Apologies for resurrecting this thread but I am interested in understanding the 1/2+200 rule but have struggled to follow it due to being used to the metric system we use in UK.

So i understand that you would use half of a stage plus 15 bar, initially so in a 7 litre at 210 bar this would be 100-10 (to account for interstage pressure issues)+15 so drop/switch off is at 85 bar, but what I can't/don/t get is how you change your back gas calculation in relation to this?

Do you take the 85 bar away from your back gas starting pressure to cover the distance covered by the stage in case it fails?
 
You would drop at half (105) (+10ip, if you go for that) + 15, so breathe to 130, not 85. You're breathing LESS gas out of your stage than 1/2, not MORE. However, it is less than simple 1/3rds, so you make up for that difference in your backgas calculations by turning early on your backgas. If you breathed a stage to 85 bar on the way in, you would have breathed almost 2/3rds.

Bobby's method is 1/3rds and time, plus reserve added to your backgas, and instead of dropping the stage, you carry it another "1/3" worth of time so that you get to the stage faster. You also breathe the stage down more on the out so that you have more backgas to go to in case of emergency.

Did that answer the question?
 
Apologies for resurrecting this thread but I am interested in understanding the 1/2+200 rule but have struggled to follow it due to being used to the metric system we use in UK.

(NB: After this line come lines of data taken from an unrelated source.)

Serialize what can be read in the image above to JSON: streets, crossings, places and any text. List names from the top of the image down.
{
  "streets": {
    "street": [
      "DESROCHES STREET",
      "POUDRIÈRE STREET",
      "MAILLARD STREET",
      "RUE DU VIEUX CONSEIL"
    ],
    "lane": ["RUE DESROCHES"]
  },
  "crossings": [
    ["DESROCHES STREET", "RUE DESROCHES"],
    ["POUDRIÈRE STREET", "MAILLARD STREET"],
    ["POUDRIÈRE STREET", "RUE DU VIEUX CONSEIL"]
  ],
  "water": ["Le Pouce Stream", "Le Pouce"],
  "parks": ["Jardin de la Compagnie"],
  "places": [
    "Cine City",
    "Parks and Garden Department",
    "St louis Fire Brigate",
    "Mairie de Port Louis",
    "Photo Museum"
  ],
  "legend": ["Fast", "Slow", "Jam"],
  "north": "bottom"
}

So i understand that you would use half of a stage plus 15 bar, initially so in a 7 litre at 210 bar this would be 100-10 (to account for interstage pressure issues)+15 so drop/switch off is at 85 bar, but what I can't/don/t get is how you change your back gas calculation in relation to this?

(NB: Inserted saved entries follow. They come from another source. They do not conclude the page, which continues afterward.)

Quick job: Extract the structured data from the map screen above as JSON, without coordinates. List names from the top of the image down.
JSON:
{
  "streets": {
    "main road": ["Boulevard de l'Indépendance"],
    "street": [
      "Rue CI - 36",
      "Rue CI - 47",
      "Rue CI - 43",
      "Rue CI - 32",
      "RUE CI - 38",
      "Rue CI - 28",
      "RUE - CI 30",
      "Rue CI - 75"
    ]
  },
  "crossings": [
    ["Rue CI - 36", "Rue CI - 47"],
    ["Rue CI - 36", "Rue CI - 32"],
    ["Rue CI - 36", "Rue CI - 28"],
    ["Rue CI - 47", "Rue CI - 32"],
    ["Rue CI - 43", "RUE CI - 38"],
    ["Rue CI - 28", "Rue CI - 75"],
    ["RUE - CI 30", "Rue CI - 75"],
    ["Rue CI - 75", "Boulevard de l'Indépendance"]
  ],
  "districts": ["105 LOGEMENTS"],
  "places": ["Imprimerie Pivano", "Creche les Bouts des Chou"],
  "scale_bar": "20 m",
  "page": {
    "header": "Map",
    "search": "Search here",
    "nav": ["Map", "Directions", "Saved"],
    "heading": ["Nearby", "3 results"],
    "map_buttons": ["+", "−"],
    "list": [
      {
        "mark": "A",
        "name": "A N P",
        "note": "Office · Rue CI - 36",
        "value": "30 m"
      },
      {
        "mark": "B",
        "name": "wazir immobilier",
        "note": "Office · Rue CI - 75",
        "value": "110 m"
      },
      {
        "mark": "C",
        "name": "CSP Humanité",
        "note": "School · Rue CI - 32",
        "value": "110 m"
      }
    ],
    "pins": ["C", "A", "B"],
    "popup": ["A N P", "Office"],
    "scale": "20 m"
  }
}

Do you take the 85 bar away from your back gas starting pressure to cover the distance covered by the stage in case it fails?

Half of 210 is 105 Bar + 15 Bar is drop the stage at 120 Bar (90 Bar consumed). If you have 200 Bar in stage, it would be 100+15 Bar, but we like round numbers so it gets rounded up to 120 Bar drop pressure as well (80 Bar consumed).

1.Take the volume of gas that was consumed in the stage, subtract it from your back gas total volume, and then calculate thirds off that reduced back gas volume
 
Thanks Johnny C I think I messed up the maths so should have been as follows?

7 litre at 210 bar:

210-10ip=200
200/2=100
100+15=115

So drop/off pressure is 115 bar on SPG

210-115=95-10ip=85

So 85 bar is used from the stage on entry

Do I then subtract that 85 from my backgas starting pressure before calculating back gas turn pressure or is it the 15 bar that was added to the stage drop calculation?
 
Thanks Johnny C I think I messed up the maths so should have been as follows?

7 litre at 210 bar:

210-10ip=200
200/2=100
100+15=115

So drop/off pressure is 115 bar on SPG

210-115=95-10ip=85

So 85 bar is used from the stage on entry

Do I then subtract that 85 from my backgas starting pressure before calculating back gas turn pressure or is it the 15 bar that was added to the stage drop calculation?

You need to take it off your backgas based on VOLUME, not pressure. 85 bar out of a 7L is not the same thing as 85 bar out of a set of twin 15L's. Make sense? Then you recalculate backgas.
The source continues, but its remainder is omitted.